■ EXERCISE BRIEF
Find "<strong>Map</strong>" and "805,37 797,52L775,56H756L750,61C750,84 766,106" in the records below. Copy the lines holding them and every line between, exactly, and no others.

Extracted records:
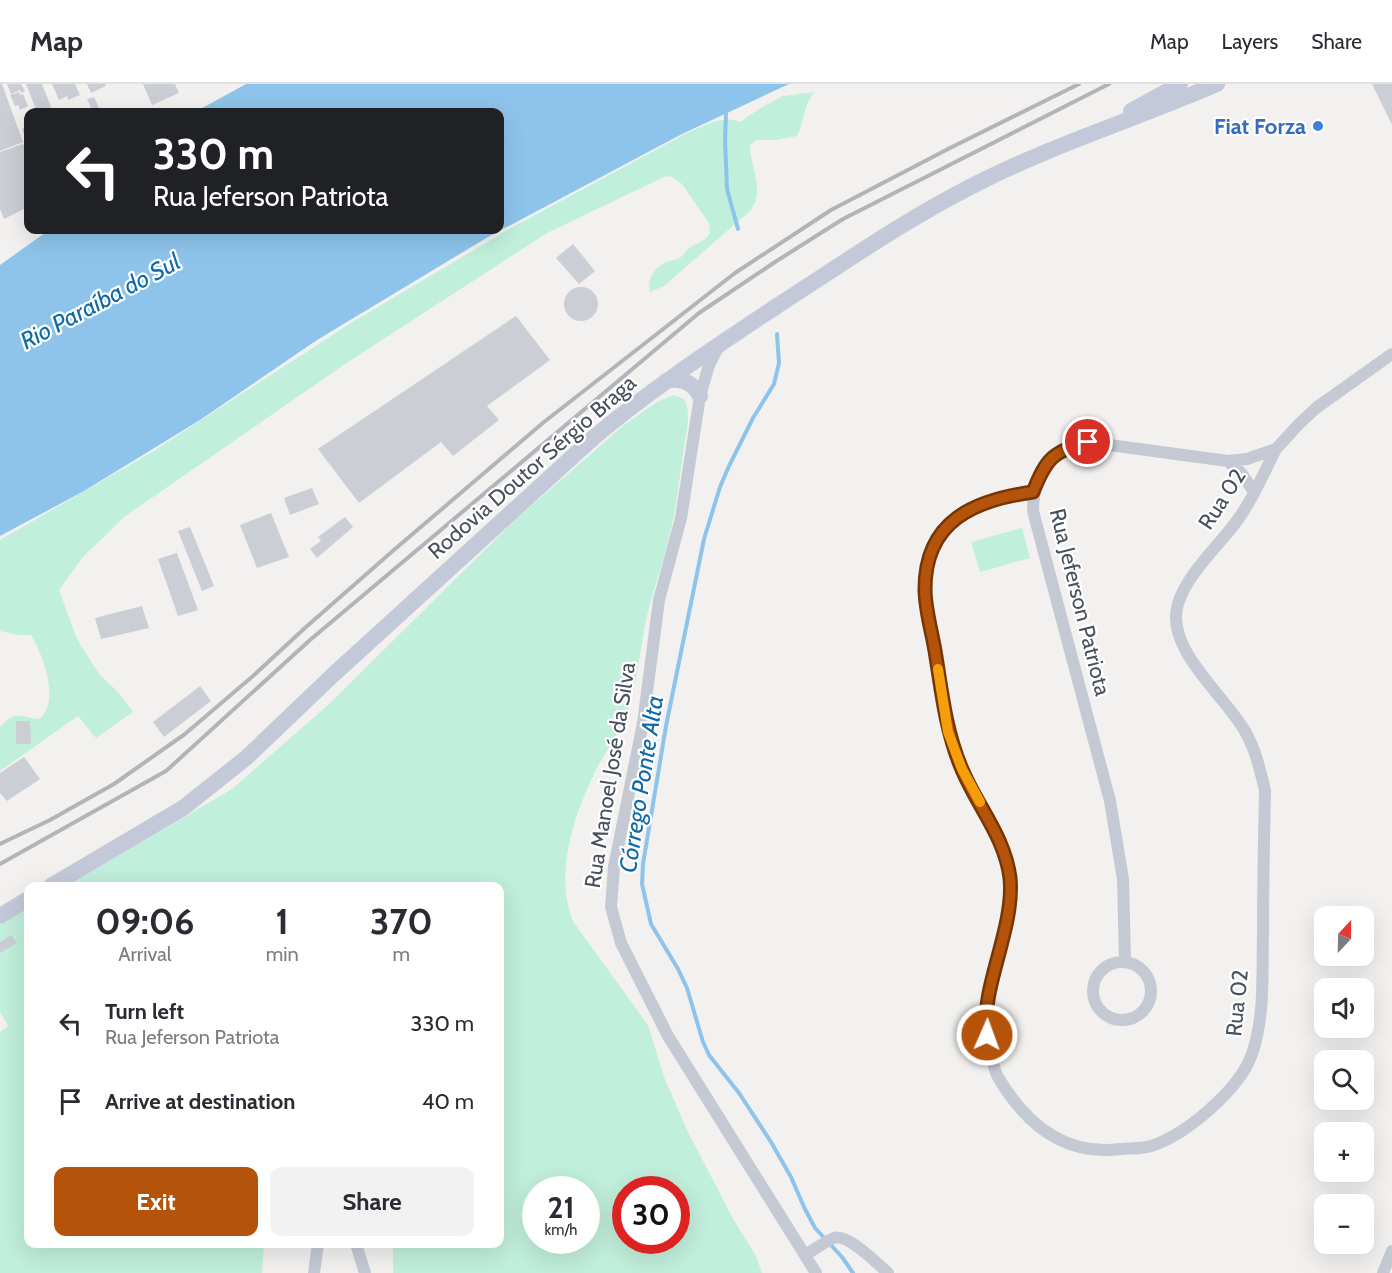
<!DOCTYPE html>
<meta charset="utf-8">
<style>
:root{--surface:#fff;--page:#f2f2f3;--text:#2b2b33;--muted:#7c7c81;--line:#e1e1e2;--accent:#b45309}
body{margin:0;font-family:Cabin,sans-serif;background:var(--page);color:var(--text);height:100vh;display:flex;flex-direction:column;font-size:22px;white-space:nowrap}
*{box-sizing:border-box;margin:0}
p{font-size:20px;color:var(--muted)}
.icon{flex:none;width:33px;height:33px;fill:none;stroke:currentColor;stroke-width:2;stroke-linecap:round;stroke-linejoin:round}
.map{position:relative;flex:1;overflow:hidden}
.side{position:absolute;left:24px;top:798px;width:480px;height:366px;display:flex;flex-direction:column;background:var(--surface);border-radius:12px;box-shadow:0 6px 24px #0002}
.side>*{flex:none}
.guide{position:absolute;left:24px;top:24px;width:480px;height:126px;border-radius:12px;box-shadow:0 6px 24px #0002;background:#202124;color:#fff;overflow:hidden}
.needle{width:39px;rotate:22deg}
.tools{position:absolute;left:1314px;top:822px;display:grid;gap:12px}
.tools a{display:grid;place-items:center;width:60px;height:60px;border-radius:12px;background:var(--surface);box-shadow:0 6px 24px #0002;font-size:30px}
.speed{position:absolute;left:522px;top:1092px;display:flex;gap:12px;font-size:30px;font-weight:700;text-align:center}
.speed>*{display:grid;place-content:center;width:78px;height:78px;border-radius:50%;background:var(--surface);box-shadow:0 6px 24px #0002;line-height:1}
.speed small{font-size:15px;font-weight:400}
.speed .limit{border:9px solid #d22;background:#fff;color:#111}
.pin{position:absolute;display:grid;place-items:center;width:51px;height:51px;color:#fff;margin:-26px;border:3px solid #fff;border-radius:50%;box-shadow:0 2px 6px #0007}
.me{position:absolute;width:66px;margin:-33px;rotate:2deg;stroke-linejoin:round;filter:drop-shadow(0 0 4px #0008)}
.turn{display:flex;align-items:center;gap:21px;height:126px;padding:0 30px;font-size:27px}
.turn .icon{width:78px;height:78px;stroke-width:2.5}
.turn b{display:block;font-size:42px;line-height:51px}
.eta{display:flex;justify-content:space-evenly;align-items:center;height:102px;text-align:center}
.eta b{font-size:36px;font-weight:700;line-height:42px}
.primary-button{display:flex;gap:12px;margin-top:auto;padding:12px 30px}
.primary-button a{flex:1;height:69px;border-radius:12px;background:var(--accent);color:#fff;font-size:24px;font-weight:700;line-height:69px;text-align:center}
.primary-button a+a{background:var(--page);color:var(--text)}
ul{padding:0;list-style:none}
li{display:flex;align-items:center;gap:18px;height:78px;padding:0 30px}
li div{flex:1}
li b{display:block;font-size:22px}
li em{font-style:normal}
header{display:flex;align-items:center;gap:36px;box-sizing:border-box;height:84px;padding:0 30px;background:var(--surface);border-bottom:2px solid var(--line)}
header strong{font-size:28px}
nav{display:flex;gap:33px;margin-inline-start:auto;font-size:21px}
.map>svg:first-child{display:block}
.green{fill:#c0efdb;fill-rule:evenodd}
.water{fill:#8ec4eb}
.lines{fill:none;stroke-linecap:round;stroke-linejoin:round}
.stream{stroke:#8ec4eb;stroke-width:4}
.building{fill:#ccced5}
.minor{stroke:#c4c9d4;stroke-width:12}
.secondary{stroke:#c3c9d8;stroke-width:16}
.rail{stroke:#b2b4ba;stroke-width:4}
.route-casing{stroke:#753606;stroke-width:15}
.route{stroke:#b45309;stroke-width:10}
.slow{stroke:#f59e0b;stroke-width:10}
.shop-dot{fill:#3f7fe0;stroke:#fff;stroke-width:2}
.labels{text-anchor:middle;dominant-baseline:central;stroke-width:4.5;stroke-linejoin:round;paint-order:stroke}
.shop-label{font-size:22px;font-weight:bold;fill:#366cbe;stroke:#fff;text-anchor:end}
.street-label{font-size:22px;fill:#484f5d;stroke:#fff}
.water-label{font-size:24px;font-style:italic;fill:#0f6aa9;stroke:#fff}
</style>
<header>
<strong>Map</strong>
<nav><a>Map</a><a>Layers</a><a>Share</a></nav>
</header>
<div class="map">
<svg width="1392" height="1189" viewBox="0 0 1392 1189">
<rect width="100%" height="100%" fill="#f2f1f0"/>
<path class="green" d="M815,8C803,20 805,37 797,52L775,56H756L750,61C750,84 766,106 750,127L664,202L650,208C647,197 653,185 663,180C668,176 676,177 681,173C683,171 685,168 687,166C694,159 705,159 710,149L709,139L682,100L672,93L666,92L547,149L348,278L124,433L82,474L59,506L75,550L81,562L100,591L119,609L133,628L96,654L78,632L0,687V643C16,626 19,633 39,635C61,618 43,571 31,551H18L0,547V456L152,368L351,239L511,144L685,50C702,43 721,30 740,38L762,23L783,12Z
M673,311L684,315C692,327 686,350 684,364C679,394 677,424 669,453C663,480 653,506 647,532C640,563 638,595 628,626C621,647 606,666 596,686C574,730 553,792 574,839L648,941L664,993L687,1046L733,1135L756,1172L762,1189H393V1160H500V802H67L232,705L327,622L514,437L624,341L657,318ZM536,1106H586V1156H536ZM626,1106H676V1156H626Z
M1022,444L1030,474L980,488L971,458Z
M28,824V1160H264L262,1189H0V948L8,942L0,928V841Z"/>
<path class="water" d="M246,0H789L682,50L488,153L317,256L200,336L84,407L0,452V181L49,146H500V28H195Z"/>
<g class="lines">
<path class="stream" d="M726,29L725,56L727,105L738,145
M777,250L779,279L774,300L753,334L729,382L720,403L704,455L666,642L643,780L642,800L651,840L678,885L687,904L703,958L709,971L739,1009L771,1058L791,1093L804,1123L815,1144L842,1173L853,1189"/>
</g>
<path class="building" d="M0,0H2L23,58L0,67Z
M7,0H21L25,7L21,9L20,6L11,10Z
M26,0H42L53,28H37Z
M52,0H75L80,11L68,16L67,12L59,16Z
M87,0H105L106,2L91,9Z
M143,0H175L179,9L152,21Z
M1372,0H1392V41Z
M19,8L20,11L23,10L28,22L20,26L18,21L15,22L10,11Z
M94,13L101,28H93L87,15Z
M28,42V60L22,45Z
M23,60L28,72V123L4,135L0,125V68Z
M573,160L595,187L579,200L556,174Z
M564 220a17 17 0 1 1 34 0a17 17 0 1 1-34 0Z
M516,232L550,276L487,322L499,336L453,372L441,358L359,419L318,365Z
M312,404L319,420L290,431L284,414Z
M271,429L289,473L257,484L240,441Z
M345,433L353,443L317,474L310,465L321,457L318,453Z
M190,443L214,502L202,507L178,447Z
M177,469L198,526L178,532L158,475Z
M142,522L149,544L101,555L95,534Z
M200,602L211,617L164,653L153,638Z
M16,637H30L31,660H16Z
M24,673L40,695L7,717L0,709V689Z
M11,851L17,859L0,869V858Z
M28,1015V1031H26L24,1016Z"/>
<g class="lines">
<path class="minor" d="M719,262L709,281L700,312L681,434L659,516L643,639L614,783L611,823L621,859L668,952L816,1189
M1228,377L1242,390L1254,408
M1033,408C975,416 923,438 925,506C926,529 933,553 936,575C942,613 946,651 962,686C979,722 1007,754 1010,795C1015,854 977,905 991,969C993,978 994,986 998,993C1025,1039 1064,1072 1120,1065C1130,1064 1142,1065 1151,1062C1186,1051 1240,1005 1252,970C1265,932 1262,891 1263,851C1263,803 1264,754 1265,706C1260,686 1256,667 1246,649C1226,612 1164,565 1178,520C1187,489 1221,460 1239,434C1254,413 1264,388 1276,365
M1125,876L1123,795L1110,717L1033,427C1034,385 1046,368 1087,358L1228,377L1247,375L1276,365L1298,341L1316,324L1392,270
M1093 907a29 29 0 1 1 58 0a29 29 0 1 1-58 0Z
M356,1160L365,1189
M805,1171C814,1166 824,1158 834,1154C847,1149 878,1180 888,1189
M314,1189L318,1160
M1383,1189L1392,1167"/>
<path class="secondary" d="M1131,27L1180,0
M666,297C681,293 693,298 700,312
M51,802L183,724L246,674L334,590L593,354C651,305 714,264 777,222C842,180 905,136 974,101C1052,61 1136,35 1217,0
M0,832L28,815"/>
<path class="rail" d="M0,760L50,736L114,700L185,650L253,592L306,543L395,465L544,338L735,189L831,126L950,64L1079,0
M0,780L166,687L310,556L699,229L775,178L843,135L1109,0"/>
</g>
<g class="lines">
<defs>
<path id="route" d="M987,951C987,939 986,926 988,915C994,878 1014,832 1010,794C1005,752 976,721 961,683C946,647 942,610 936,573C933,551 925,527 925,505C925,437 974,416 1033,408C1046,375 1053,367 1088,358"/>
</defs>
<use href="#route" class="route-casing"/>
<use href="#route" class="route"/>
<path class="slow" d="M938,585L948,648L962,685L980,718"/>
</g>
<circle class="shop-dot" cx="1318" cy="42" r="6"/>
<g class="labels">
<g class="shop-label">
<text x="1306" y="42">Fiat Forza</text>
</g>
<g class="street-label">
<text transform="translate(532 383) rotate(-41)">Rodovia Doutor Sérgio Braga</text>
<text transform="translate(1222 415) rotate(-57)">Rua 02</text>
<text transform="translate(1080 518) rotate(76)">Rua Jeferson Patriota</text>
<text transform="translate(610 691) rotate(-81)">Rua Manoel José da Silva</text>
<text transform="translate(1237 919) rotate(-84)">Rua 02</text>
</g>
<g class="water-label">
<text transform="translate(100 217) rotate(-28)">Rio Paraíba do Sul</text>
<text transform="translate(641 700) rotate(-81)">Córrego Ponte Alta</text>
</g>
</g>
</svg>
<div class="tools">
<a><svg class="needle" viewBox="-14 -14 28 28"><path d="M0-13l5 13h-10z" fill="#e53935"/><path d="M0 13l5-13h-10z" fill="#7c7c81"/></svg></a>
<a><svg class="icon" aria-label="sound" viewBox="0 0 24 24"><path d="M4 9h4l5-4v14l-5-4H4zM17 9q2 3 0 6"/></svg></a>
<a><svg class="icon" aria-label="search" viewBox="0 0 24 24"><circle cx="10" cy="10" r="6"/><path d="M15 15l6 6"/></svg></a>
<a>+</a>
<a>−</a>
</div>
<div class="speed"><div>21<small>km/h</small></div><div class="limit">30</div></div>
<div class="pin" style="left:1088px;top:358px;background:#d93025"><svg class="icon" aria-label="arrive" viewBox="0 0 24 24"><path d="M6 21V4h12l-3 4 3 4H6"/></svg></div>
<svg class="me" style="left:987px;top:951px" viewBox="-20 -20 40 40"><circle r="17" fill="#b45309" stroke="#fff" stroke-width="3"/><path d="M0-11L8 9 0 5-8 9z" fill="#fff"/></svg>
<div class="guide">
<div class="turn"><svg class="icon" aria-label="left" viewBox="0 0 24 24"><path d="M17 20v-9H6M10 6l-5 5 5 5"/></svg><div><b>330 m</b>Rua Jeferson Patriota</div></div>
</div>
<section class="side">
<div class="eta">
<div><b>09:06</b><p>Arrival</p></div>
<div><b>1</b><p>min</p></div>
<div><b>370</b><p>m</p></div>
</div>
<ul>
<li><svg class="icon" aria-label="left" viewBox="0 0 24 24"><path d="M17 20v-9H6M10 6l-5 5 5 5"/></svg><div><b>Turn left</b><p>Rua Jeferson Patriota</p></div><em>330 m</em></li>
<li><svg class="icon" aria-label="arrive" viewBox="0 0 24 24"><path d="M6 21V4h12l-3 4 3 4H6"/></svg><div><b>Arrive at destination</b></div><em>40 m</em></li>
</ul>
<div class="primary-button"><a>Exit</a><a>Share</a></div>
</section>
</div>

■ EXERCISE RESULT
<strong>Map</strong>
<nav><a>Map</a><a>Layers</a><a>Share</a></nav>
</header>
<div class="map">
<svg width="1392" height="1189" viewBox="0 0 1392 1189">
<rect width="100%" height="100%" fill="#f2f1f0"/>
<path class="green" d="M815,8C803,20 805,37 797,52L775,56H756L750,61C750,84 766,106 750,127L664,202L650,208C647,197 653,185 663,180C668,176 676,177 681,173C683,171 685,168 687,166C694,159 705,159 710,149L709,139L682,100L672,93L666,92L547,149L348,278L124,433L82,474L59,506L75,550L81,562L100,591L119,609L133,628L96,654L78,632L0,687V643C16,626 19,633 39,635C61,618 43,571 31,551H18L0,547V456L152,368L351,239L511,144L685,50C702,43 721,30 740,38L762,23L783,12Z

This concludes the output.